Make an exact copy of all the data, pictures excluded.

════════

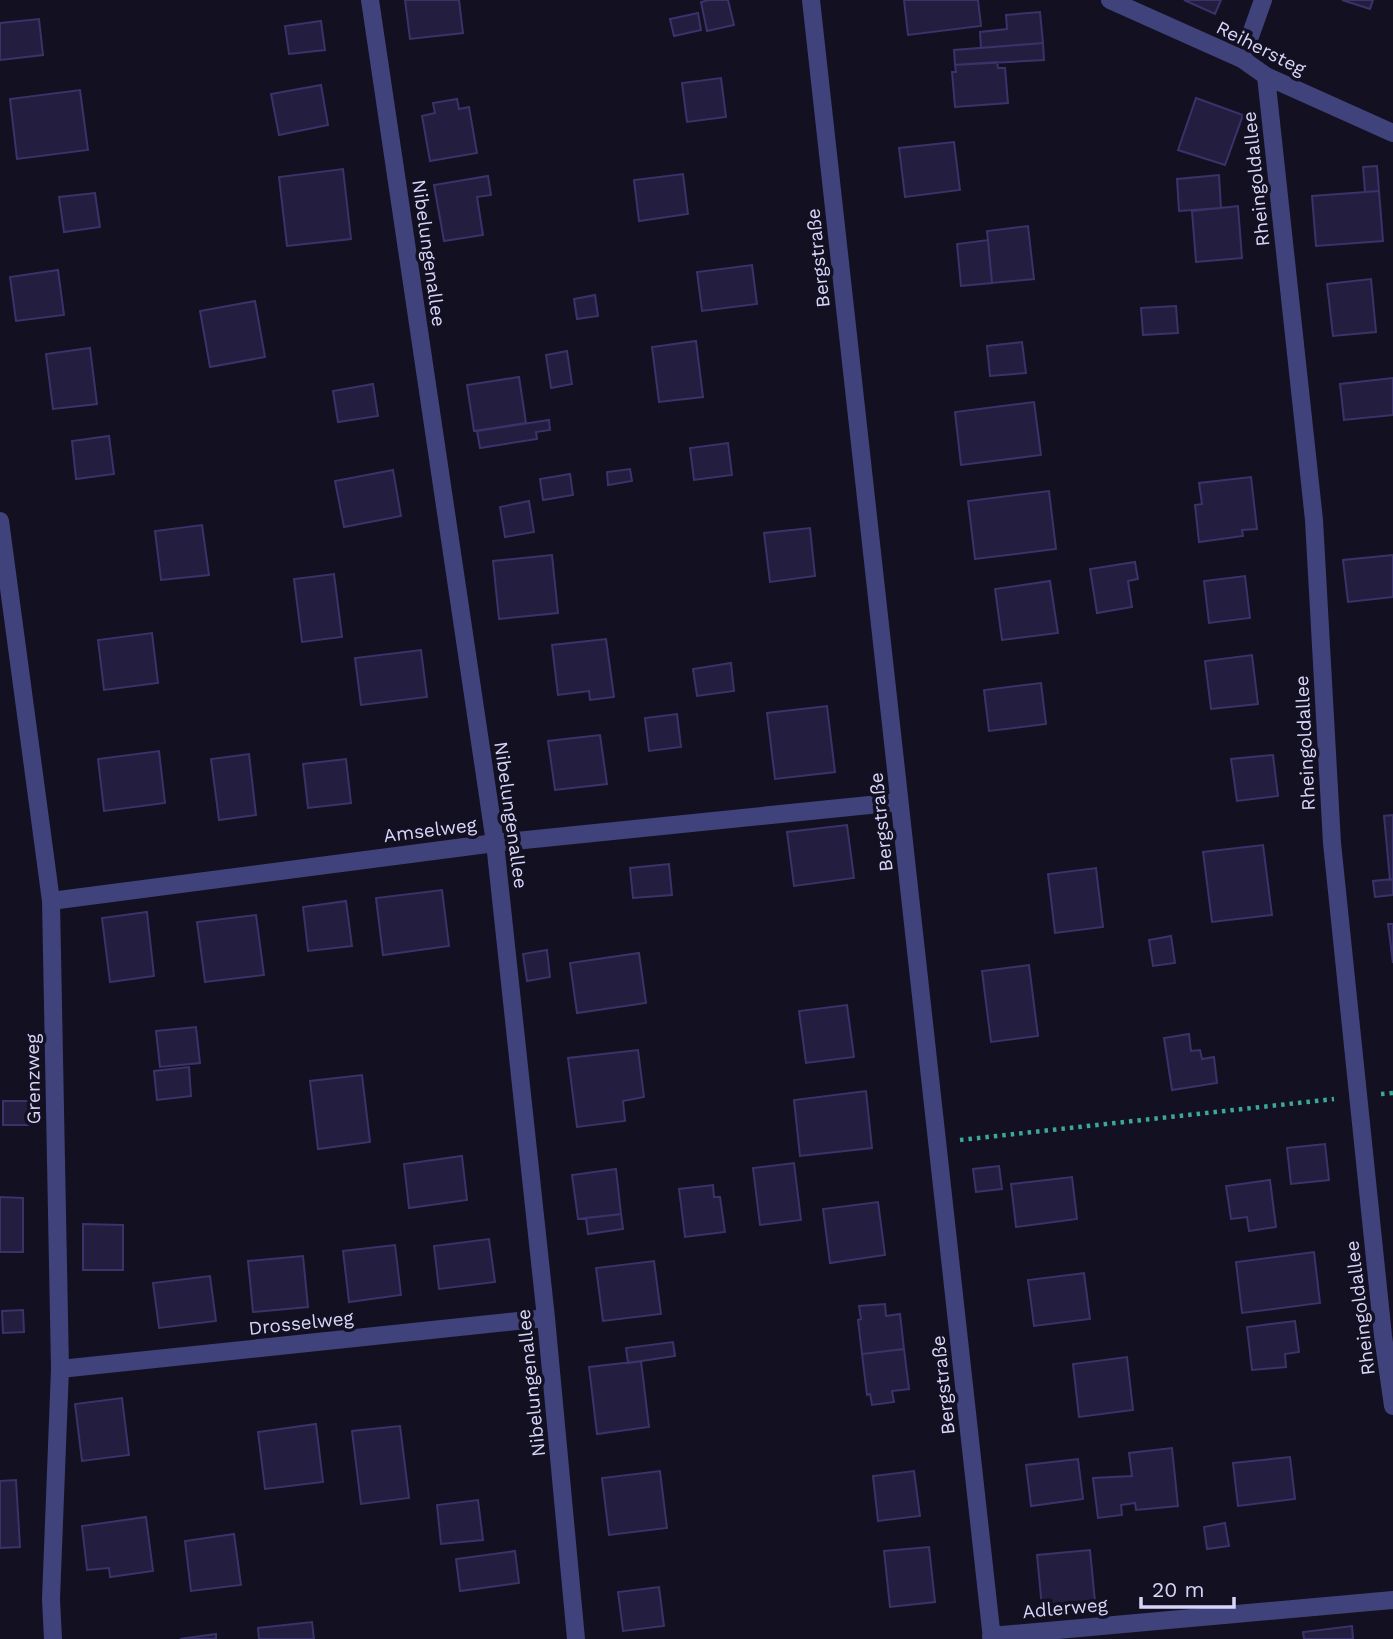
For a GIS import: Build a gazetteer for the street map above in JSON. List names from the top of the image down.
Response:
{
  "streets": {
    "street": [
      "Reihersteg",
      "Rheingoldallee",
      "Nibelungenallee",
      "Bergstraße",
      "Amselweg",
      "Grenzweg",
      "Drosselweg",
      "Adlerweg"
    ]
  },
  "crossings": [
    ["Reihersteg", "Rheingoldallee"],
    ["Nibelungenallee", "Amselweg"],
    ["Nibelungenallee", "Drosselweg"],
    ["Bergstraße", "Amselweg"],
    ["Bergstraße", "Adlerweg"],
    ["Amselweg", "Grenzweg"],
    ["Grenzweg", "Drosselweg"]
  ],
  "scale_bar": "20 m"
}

════════

> _RESULT OF THIS TASK_
For a GIS import: Build a gazetteer for the street map above in JSON. List names from the top of the image down.
Response:
{
  "streets": {
    "street": [
      "Reihersteg",
      "Rheingoldallee",
      "Nibelungenallee",
      "Bergstraße",
      "Amselweg",
      "Grenzweg",
      "Drosselweg",
      "Adlerweg"
    ]
  },
  "crossings": [
    ["Reihersteg", "Rheingoldallee"],
    ["Nibelungenallee", "Amselweg"],
    ["Nibelungenallee", "Drosselweg"],
    ["Bergstraße", "Amselweg"],
    ["Bergstraße", "Adlerweg"],
    ["Amselweg", "Grenzweg"],
    ["Grenzweg", "Drosselweg"]
  ],
  "scale_bar": "20 m"
}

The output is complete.